PITTSBORO — Northwood wrestlers scored nearly 150 team points in a Senior Night tri-match on their home mats on Friday, with the Chargers steamrolling 64-16 over outgunned 3A Central Conference foe Eastern Alamance and flattening an outnumbered Chatham Charter, 83-0.
The Chargers still have one dual match and three tournaments remaining in the regular season, but are gearing up for the post-season regional tournament to qualify for the state championships.
“We’ve got three or four weight classes that are really strong, and I expect them to come through at regions,” said Michael Kuball, Northwood volunteer assistant coach who is filling in for head coach Joe Harris as he battles health issues.
“Are we ready? I would say we’re real close. We just got through Christmas and everybody is kind of fat and happy.”
Despite a 43-24 loss to conference opponent Orange two days prior to Friday’s competition. Kuball said the Chargers would be pushed hard in the practice room through the rest of the season.
“By then we’ll be ready to roll” at regionals, he said, with some wrestlers likely dropping down a weight class to be more competitive.
Kuball expects 170-pounder Cliff Davis, 182-pounder Ethan Kuball, his son, and 220-pounder Jake Dunning to qualify for a return to states. Davis qualified two years ago; Kuball and Dunning went to the show last season.
Kuball was pleased with the way the team bounced back on Friday.
“We had a tough match Wednesday against Orange so we … told them they had to come around tonight and show their true colors, and they did,” he said.
“Plus it was Senior Night, and they came out pretty strong to support their seniors, and I’m pretty proud of the way they wrestled,” he said.
The Chargers have a large graduating class that will leave some big holes in the lineup next season: Jack Casey, Hughson Crean, Davis, Dunning, Ryan Johnson, Abraham Owusu-Tyo, Austin Thomas, Ron and Dream Walker.
The match between Northwood and Eastern Alamance demonstrated a growing trend in North Carolina wrestling. Both had female starters.
“It’s so exciting to see the interest from girls in wrestling,” Kuball said. “North Carolina will be joining other states next year in launching a sanctioned women’s wrestling division with their own teams.”
Kuball applauded the development as a matter of fair competition.
“They have the moves, they have the technique, they just don’t have the upper body strength (to match up with the boys),” he said. “I take nothing away from those girls. They come out strong and they work just as hard as the boys do in the wrestling room, and they deserve every bit of accolade they get when they win.”
Eastern Alamance coach Bruce Watson agreed with his counterpart that women’s wrestling teams are a positive move. The coaches also agreed that a lack of a middle school wrestling program has been a detriment for their high school teams.

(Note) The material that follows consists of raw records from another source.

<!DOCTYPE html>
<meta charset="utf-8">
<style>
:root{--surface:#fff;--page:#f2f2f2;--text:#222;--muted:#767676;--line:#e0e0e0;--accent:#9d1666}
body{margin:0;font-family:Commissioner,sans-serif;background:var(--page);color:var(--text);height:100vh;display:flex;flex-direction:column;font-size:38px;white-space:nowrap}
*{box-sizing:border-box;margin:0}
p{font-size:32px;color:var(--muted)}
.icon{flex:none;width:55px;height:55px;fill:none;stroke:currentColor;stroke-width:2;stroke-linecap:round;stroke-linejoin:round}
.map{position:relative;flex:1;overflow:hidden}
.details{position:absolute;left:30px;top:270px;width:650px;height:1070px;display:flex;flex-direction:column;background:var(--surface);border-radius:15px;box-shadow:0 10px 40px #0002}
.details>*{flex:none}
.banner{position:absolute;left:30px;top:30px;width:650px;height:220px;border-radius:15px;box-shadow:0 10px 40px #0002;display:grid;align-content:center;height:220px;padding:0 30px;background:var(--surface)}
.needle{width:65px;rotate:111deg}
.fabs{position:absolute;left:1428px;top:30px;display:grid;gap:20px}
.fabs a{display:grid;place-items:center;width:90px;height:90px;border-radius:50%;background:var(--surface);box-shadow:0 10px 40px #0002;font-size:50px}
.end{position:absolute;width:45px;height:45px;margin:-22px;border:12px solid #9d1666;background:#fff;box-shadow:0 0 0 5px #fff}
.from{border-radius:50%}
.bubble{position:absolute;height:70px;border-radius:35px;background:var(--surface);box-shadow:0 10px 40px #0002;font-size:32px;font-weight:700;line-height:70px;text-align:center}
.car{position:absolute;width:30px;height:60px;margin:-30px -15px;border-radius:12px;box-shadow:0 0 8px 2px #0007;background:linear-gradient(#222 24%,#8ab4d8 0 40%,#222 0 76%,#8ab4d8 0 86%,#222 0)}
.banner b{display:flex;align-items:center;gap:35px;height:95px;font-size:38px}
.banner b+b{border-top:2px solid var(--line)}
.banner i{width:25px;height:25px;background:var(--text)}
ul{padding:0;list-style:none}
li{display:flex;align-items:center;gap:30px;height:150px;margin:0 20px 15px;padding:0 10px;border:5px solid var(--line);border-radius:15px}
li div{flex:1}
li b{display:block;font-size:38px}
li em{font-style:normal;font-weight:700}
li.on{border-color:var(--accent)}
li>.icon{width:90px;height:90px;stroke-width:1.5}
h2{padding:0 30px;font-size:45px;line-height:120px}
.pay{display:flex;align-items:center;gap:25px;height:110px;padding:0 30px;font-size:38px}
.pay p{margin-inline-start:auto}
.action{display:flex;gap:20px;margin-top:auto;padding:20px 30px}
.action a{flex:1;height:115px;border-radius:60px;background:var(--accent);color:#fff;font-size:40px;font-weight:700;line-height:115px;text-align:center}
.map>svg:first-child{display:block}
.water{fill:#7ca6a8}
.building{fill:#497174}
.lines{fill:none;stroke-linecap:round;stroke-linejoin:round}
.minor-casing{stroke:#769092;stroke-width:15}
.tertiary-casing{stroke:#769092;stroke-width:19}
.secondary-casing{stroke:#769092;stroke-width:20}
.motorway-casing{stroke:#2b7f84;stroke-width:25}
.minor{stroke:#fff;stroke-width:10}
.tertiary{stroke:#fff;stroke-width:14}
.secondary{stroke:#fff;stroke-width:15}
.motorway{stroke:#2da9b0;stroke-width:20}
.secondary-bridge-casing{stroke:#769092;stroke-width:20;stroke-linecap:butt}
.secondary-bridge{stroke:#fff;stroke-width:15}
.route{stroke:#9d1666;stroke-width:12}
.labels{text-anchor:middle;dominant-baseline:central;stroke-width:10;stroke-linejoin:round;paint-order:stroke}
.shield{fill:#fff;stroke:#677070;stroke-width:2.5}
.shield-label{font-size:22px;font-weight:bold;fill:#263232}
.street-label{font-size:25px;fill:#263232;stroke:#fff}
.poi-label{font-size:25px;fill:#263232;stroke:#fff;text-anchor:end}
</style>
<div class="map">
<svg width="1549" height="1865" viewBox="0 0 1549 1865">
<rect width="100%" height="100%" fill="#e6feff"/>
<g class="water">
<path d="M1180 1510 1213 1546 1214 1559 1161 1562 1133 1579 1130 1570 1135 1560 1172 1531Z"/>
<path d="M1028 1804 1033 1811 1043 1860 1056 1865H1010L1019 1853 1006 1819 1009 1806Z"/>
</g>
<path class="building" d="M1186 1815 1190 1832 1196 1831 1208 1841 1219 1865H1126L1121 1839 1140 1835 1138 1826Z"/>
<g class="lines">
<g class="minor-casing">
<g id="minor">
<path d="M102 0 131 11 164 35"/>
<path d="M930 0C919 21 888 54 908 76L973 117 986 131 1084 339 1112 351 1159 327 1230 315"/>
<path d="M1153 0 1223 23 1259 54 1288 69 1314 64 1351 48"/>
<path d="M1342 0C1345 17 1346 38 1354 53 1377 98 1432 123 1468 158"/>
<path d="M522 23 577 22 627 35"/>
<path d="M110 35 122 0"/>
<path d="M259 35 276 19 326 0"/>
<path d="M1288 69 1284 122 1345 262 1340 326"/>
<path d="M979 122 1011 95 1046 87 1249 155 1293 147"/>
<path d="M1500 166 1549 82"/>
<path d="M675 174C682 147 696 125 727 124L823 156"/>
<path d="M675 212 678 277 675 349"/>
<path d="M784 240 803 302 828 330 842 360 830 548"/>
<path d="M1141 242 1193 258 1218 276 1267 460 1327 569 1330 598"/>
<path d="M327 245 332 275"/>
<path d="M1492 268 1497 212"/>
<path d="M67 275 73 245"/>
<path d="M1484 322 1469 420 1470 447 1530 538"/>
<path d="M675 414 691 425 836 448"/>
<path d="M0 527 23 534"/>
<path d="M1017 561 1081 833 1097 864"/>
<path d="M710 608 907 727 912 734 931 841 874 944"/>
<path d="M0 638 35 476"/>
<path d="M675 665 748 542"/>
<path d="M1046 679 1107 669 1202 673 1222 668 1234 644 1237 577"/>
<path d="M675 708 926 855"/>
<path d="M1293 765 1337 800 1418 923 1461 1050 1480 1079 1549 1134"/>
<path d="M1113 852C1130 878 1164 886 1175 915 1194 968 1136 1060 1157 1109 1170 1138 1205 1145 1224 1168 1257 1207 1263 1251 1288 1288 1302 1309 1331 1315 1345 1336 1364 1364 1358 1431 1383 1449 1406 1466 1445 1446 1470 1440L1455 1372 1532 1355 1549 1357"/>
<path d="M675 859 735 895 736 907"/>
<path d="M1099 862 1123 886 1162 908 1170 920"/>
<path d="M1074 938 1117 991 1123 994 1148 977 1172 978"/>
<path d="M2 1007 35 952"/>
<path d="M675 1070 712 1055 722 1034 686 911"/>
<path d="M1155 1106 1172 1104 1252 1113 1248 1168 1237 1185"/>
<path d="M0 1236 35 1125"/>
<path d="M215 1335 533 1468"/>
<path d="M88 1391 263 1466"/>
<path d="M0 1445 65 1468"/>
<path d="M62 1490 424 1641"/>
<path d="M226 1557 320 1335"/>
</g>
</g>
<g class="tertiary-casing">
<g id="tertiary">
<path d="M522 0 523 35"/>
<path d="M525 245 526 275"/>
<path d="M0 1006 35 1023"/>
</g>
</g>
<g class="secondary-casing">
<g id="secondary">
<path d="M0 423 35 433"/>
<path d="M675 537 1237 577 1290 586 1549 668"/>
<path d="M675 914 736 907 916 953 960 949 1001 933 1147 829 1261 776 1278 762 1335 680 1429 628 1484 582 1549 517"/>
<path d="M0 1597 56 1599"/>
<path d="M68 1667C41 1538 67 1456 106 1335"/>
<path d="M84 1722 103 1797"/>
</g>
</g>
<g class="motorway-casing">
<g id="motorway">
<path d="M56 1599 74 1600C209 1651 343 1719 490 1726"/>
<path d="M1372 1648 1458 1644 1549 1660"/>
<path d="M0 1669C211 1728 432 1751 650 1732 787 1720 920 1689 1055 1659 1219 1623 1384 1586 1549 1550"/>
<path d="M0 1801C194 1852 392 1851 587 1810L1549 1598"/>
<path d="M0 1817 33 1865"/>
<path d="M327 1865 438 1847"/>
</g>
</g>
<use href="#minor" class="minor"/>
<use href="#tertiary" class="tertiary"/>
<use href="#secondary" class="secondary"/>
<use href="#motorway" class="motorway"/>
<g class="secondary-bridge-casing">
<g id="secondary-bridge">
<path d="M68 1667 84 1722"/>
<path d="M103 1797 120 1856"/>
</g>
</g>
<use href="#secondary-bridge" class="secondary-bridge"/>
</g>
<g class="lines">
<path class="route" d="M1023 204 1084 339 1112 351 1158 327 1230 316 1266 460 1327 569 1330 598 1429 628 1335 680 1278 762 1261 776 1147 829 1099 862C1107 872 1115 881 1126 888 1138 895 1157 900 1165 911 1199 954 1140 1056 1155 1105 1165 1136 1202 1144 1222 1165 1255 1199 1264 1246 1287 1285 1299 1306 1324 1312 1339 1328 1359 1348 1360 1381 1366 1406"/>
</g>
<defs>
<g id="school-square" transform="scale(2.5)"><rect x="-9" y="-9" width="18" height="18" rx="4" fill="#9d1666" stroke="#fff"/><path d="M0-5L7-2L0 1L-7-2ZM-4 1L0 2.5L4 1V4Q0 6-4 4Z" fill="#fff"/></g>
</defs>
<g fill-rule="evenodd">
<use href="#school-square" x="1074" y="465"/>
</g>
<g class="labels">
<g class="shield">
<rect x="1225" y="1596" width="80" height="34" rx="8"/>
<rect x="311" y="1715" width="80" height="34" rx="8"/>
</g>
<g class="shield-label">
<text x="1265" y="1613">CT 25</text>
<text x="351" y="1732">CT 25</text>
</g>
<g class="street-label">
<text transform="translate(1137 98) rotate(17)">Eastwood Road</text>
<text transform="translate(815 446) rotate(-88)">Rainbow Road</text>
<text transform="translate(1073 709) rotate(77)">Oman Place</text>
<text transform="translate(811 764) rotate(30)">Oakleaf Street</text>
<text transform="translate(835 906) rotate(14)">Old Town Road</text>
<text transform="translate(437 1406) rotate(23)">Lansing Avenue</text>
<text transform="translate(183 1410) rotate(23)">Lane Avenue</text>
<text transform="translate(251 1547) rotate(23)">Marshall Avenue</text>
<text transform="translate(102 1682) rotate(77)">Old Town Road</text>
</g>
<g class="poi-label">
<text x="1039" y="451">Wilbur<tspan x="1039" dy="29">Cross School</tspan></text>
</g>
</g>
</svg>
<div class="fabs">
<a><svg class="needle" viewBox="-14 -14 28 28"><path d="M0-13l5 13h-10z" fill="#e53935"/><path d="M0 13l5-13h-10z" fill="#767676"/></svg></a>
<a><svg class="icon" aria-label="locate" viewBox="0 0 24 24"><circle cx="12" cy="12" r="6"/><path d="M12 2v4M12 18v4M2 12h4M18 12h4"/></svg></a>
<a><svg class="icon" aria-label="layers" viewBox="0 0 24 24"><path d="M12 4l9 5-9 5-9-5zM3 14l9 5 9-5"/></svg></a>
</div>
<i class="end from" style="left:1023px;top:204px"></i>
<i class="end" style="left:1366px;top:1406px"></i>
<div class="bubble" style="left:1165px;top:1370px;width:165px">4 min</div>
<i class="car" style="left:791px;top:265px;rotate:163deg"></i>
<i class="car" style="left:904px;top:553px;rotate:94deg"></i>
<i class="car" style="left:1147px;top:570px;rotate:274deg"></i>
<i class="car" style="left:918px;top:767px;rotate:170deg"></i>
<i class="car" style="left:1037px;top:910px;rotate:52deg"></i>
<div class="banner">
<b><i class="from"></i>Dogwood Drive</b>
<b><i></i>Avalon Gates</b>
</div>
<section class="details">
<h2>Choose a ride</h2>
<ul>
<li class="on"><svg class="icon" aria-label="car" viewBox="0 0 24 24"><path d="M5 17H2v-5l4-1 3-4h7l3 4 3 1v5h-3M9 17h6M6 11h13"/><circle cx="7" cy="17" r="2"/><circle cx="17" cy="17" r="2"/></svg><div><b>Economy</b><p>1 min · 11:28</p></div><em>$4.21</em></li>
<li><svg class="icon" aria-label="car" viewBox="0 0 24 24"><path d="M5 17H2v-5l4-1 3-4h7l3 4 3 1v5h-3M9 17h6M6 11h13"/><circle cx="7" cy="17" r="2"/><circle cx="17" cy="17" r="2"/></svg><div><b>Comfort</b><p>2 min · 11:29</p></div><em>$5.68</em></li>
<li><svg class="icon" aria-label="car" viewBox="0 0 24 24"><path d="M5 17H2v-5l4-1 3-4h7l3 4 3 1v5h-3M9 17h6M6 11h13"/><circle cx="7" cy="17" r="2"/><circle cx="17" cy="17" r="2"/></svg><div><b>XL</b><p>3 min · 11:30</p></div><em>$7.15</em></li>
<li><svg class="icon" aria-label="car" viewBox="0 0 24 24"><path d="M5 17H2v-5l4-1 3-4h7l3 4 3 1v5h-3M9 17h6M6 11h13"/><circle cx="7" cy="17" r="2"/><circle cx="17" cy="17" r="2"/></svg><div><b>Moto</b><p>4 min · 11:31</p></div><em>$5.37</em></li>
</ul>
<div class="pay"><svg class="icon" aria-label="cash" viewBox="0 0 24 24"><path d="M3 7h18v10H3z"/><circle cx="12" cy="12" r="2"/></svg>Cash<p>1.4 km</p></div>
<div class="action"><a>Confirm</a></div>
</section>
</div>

“That’s a definite disadvantage for our program because we have kids coming in freshman year … and it’s a steep learning curve. You grow up playing basketball, but wrestling, you don’t learn moves until you come into the wrestling room,” Kuball said.
But their impediments pale in comparison to Toby Holland’s challenges in relaunching a wrestling program from scratch at Chatham Charter after a three-year hiatus.
“We’re super small,” Holland said in understatement about his two-man team. “The strength isn’t in the numbers. The strength is in the heart of the wrestlers that we have. They fight hard every second of the match. From whistle to whistle our kids go hard.”
That spills over into the mat room, he said. His two grapplers have a contagious work effort that keeps them enthused despite being outmanned every match. That attitude, in turn, keeps Holland stoked as a coach.
Chatham Charter has a strong basketball pedigree, and wrestling is in the shadows. Holland is working hard to recruit wrestlers by informing them there is a second winter sport available, one that offers the allure of personal goals and growth — you get the credit when you win, and there’s nobody to blame when you lose.
“I just love wrestling. It’s a warrior sport,” said the 30-year Army veteran who did his high school wrestling in Goldsboro. “That whole mentality is a lifelong mentality. We won’t always have two wrestlers. There’s going to come a time when we have a big, strong program, and when we do the state’s going to need to look out for us.”
The Knights duo was game, but mathematically beaten before stepping on the mats against Northwood and a 54-6 loss to Eastern Alamance.
Chatham Charter’s Julian Todero lost by second period fall to Eastern Alamance’s Chinchilla in what had been a close match to that point, and by 16-0 technical fall to the Chargers’ Coltrane Northington. The Knights’ Seth Lindley split his matches at 152 pounds. He decked Aiden Clark of Eastern Alamance with a first period half nelson/underhook combination, but was clamped by Northwood’s Owusu-Tyo.
Elijah Farrow got Northwood off to a brisk start against Eastern Alamance at 160 pounds. He turned Evan Harbold for a 3-point near fall and 7-1 lead with a second period underhook/overhook, finishing up with a half nelson fall.
Davis needed just 1:03 in the first period to slap on a half nelson, post the far arm and slip in a leg for a pin. With Kuball and Cash Hoffman gathering forfeits at 182 and 195, respectively, Northwood built its lead to 24-0.
Dunning, wrestling up at 285 pounds and giving up 26 pounds to Jeff Giovani, was leading 7-0 in the second period when he flipped the larger Eastern Alamance opponent and wrapped up a half nelson for the fall and a 30-4 team lead.
The Chargers’ Sunday Oo was awarded a forfeit for a 36-10 lead at 113 pounds, then Isaac Gilligan wasted little time dispatching Kaitlyn Watson, transitioning from a reverse half to a near side cradle for the first period fall and a 42-10 Northwood lead.
At 145 pounds Northwood’s Ron Walker put on a crowd-pleasing show in dropping Chasen Phillips with a 16-4 major decision. Walker picked up a pair of first period takedowns off of a shrug and a balance check. He earned a third takedown when he defied conventional wrestling protocol when Phillips misfired on a takedown attempt. Walker leapt forward and twisted backward in mid-air to pop up on top of his opponent. He ended with three near falls in the final frame to clinch the major decision.
“Ron’s a unicorn. Every team has one of those. Probably not quite as eccentric as Ron. Ron is a good wrestler, but he’s a classic entertainer,” Coach Kuball said. “He’s got 35 different moves, and not one of them is one that we teach. Only a few people in the county could throw themselves over the top of another wrestler in some sort of an acrobatic cartwheel and come out on top.”
Owusu-Tyo finished the night for Northwood at 152 pounds with a bar/chancery takedown and 30-second fall against Aiden Clark.